What you are asked to do: Find how many lines of the records hold the string "scale" and reply with only that total.

Exercise material:

++++

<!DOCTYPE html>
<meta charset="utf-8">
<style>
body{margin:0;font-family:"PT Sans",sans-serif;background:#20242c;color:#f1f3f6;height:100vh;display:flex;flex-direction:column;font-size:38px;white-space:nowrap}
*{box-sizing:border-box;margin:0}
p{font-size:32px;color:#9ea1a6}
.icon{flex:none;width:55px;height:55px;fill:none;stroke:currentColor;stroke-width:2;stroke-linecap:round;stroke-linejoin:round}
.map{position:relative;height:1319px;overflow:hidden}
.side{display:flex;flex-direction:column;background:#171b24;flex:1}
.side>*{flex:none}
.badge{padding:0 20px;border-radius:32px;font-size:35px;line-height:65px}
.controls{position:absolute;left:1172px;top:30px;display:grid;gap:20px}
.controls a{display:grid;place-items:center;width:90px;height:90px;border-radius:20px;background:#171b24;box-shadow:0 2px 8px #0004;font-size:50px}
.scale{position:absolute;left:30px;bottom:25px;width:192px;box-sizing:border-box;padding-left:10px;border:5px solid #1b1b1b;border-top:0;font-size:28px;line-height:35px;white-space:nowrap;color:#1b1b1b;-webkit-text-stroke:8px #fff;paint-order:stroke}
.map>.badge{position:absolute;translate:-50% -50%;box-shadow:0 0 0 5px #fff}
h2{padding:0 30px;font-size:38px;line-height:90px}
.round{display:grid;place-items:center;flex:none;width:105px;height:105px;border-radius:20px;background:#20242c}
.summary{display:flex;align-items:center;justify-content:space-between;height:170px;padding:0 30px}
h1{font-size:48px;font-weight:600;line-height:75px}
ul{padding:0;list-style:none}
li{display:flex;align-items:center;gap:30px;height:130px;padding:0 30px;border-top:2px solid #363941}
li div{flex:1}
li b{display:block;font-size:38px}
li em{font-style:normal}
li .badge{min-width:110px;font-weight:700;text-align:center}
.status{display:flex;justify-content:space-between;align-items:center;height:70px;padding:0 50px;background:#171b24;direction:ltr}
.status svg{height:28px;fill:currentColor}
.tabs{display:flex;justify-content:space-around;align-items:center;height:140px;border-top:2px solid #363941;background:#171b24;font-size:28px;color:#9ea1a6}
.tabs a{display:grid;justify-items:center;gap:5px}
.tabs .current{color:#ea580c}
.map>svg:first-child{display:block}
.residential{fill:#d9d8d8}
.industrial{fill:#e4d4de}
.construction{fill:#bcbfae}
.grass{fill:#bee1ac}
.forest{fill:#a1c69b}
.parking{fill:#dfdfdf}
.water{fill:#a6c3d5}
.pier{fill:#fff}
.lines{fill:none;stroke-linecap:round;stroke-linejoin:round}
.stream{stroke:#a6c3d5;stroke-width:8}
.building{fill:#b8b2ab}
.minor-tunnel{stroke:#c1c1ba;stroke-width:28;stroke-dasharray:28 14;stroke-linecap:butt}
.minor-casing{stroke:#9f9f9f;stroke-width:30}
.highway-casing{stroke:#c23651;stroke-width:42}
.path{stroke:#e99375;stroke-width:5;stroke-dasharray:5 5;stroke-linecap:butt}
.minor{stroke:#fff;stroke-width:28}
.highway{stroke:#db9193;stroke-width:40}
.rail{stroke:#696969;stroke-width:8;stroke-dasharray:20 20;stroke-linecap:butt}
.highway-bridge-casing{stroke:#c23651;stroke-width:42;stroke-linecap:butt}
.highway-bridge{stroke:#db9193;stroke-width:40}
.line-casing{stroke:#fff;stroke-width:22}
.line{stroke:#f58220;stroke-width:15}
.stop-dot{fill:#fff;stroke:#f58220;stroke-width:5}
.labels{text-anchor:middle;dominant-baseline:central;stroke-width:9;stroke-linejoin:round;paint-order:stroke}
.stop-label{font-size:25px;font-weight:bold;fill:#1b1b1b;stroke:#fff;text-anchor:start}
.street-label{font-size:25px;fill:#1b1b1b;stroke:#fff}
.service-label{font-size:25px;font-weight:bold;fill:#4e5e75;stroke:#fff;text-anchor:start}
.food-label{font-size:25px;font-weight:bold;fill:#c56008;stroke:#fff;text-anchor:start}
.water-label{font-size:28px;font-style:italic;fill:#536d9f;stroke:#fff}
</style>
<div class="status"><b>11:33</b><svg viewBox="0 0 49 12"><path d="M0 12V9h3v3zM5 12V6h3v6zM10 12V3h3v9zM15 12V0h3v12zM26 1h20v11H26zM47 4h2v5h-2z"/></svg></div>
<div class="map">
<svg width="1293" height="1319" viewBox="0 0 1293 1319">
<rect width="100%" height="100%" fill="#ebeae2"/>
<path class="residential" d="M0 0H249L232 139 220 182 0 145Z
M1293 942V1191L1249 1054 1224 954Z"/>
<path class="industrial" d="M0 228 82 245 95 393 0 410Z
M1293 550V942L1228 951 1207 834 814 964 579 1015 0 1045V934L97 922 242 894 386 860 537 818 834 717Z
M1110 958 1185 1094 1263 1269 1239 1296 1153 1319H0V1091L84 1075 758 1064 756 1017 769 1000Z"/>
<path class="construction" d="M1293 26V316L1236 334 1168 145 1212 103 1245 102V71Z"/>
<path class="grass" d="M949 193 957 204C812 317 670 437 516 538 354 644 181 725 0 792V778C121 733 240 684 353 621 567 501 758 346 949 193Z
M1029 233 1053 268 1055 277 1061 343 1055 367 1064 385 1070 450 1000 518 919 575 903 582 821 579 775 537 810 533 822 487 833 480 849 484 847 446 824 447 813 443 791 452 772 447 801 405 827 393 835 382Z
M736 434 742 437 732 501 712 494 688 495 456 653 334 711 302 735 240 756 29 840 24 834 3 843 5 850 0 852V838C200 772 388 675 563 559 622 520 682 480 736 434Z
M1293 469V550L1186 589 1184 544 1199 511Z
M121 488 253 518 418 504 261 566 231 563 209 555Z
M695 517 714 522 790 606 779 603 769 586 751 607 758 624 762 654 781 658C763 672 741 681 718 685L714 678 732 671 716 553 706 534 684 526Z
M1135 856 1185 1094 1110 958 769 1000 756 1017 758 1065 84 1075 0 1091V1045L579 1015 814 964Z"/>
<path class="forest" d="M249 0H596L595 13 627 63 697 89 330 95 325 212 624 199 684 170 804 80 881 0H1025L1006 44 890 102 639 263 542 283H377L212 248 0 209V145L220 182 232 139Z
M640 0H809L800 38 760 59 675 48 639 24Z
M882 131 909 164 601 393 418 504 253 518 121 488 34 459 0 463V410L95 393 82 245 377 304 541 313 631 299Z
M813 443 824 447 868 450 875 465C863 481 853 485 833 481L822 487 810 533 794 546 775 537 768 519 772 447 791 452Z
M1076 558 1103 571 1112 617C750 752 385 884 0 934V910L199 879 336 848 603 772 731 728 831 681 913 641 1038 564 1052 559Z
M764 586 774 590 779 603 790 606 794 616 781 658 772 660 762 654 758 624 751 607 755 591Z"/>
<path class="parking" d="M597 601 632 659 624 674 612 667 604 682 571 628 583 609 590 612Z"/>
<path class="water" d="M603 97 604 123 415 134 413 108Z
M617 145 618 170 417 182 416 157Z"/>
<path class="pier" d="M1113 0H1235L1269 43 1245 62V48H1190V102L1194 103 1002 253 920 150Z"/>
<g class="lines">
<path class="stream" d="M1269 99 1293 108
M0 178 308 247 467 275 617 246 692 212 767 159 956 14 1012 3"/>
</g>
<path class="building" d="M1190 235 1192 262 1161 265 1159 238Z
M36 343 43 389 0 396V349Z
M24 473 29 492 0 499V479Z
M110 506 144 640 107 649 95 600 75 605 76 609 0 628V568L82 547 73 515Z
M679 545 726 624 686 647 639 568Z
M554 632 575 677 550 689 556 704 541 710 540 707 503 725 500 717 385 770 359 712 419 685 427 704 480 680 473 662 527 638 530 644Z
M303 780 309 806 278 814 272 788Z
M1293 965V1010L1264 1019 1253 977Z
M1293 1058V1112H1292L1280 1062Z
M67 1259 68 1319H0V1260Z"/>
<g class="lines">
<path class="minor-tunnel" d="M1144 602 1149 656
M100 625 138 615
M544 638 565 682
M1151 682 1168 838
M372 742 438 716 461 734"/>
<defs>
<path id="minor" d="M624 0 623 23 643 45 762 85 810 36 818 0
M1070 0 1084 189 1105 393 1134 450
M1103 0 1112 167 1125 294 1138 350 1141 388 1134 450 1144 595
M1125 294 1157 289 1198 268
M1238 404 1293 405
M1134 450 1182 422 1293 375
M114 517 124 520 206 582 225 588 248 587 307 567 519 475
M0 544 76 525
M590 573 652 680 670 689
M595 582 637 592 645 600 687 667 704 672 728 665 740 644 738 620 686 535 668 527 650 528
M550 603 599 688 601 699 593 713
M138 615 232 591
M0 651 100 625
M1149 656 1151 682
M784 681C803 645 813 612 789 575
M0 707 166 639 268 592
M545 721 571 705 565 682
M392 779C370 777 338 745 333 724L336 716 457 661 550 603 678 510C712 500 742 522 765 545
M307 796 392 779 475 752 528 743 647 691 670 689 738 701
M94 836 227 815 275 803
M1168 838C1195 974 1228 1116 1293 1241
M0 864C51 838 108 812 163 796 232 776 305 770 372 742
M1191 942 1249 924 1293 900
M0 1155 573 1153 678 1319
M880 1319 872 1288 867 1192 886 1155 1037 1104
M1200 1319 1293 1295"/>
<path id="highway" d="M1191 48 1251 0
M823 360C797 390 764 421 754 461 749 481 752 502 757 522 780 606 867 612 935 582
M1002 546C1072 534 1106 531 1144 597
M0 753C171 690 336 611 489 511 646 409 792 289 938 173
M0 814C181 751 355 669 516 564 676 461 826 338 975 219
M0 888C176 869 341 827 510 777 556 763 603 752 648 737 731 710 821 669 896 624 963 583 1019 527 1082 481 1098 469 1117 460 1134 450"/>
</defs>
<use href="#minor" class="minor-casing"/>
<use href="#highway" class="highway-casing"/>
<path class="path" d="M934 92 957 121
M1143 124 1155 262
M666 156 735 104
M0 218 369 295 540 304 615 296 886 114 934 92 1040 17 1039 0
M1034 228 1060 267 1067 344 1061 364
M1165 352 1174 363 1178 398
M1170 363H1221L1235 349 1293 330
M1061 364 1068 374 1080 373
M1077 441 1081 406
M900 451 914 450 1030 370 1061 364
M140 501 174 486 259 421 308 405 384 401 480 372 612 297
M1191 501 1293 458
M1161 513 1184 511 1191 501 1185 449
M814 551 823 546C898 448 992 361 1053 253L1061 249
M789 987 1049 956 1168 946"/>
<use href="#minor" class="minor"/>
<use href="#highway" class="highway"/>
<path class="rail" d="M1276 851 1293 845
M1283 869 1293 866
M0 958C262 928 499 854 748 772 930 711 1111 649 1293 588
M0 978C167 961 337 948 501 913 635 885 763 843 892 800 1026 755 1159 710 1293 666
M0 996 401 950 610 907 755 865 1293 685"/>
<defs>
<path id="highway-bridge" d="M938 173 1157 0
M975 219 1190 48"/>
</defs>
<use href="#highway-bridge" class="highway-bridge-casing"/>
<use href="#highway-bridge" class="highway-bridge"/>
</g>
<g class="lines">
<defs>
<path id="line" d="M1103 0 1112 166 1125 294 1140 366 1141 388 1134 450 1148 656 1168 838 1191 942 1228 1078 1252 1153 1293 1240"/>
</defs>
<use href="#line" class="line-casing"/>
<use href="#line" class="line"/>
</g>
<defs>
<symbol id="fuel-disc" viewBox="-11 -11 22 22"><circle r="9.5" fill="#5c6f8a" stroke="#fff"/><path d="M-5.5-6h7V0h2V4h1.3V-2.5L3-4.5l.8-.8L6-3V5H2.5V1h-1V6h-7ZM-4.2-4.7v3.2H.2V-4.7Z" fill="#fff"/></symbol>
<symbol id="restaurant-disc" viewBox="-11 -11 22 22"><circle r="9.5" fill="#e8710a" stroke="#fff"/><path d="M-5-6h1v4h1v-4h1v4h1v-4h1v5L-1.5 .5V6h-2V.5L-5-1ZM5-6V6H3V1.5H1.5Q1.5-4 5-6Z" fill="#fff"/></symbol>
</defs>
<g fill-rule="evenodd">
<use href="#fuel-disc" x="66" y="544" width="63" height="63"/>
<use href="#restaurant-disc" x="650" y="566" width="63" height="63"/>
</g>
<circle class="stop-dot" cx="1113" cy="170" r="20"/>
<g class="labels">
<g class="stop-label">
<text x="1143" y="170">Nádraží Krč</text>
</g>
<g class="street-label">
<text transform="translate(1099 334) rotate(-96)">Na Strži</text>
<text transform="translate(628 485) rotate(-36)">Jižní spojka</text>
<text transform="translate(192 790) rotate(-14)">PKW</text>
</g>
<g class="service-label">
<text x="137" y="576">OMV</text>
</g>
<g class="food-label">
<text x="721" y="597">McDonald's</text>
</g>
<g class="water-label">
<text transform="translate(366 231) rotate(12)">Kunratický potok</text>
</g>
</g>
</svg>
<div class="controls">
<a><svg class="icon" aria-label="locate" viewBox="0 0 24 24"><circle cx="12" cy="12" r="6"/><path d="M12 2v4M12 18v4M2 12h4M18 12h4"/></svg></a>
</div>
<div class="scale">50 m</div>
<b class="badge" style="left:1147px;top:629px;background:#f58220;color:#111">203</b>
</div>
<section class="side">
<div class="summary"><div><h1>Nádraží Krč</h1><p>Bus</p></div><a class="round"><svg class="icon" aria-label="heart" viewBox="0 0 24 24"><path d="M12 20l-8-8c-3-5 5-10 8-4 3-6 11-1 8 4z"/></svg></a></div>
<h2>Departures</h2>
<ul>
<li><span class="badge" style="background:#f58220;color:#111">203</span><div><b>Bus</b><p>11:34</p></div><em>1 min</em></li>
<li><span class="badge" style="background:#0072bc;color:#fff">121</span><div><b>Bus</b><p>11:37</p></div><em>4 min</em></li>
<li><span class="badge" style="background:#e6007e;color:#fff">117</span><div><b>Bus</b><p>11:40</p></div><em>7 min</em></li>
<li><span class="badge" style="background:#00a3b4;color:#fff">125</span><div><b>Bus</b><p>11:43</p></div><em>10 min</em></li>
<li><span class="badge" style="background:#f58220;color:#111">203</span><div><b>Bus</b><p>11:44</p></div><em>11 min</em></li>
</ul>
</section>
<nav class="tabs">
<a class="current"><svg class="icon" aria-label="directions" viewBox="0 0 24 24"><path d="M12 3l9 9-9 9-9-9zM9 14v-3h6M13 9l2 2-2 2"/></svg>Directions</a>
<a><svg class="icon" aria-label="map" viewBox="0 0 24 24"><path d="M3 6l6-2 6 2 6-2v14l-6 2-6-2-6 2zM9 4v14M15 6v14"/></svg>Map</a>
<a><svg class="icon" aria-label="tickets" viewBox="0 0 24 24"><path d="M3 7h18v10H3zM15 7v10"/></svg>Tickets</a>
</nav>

++++

Answer space: 2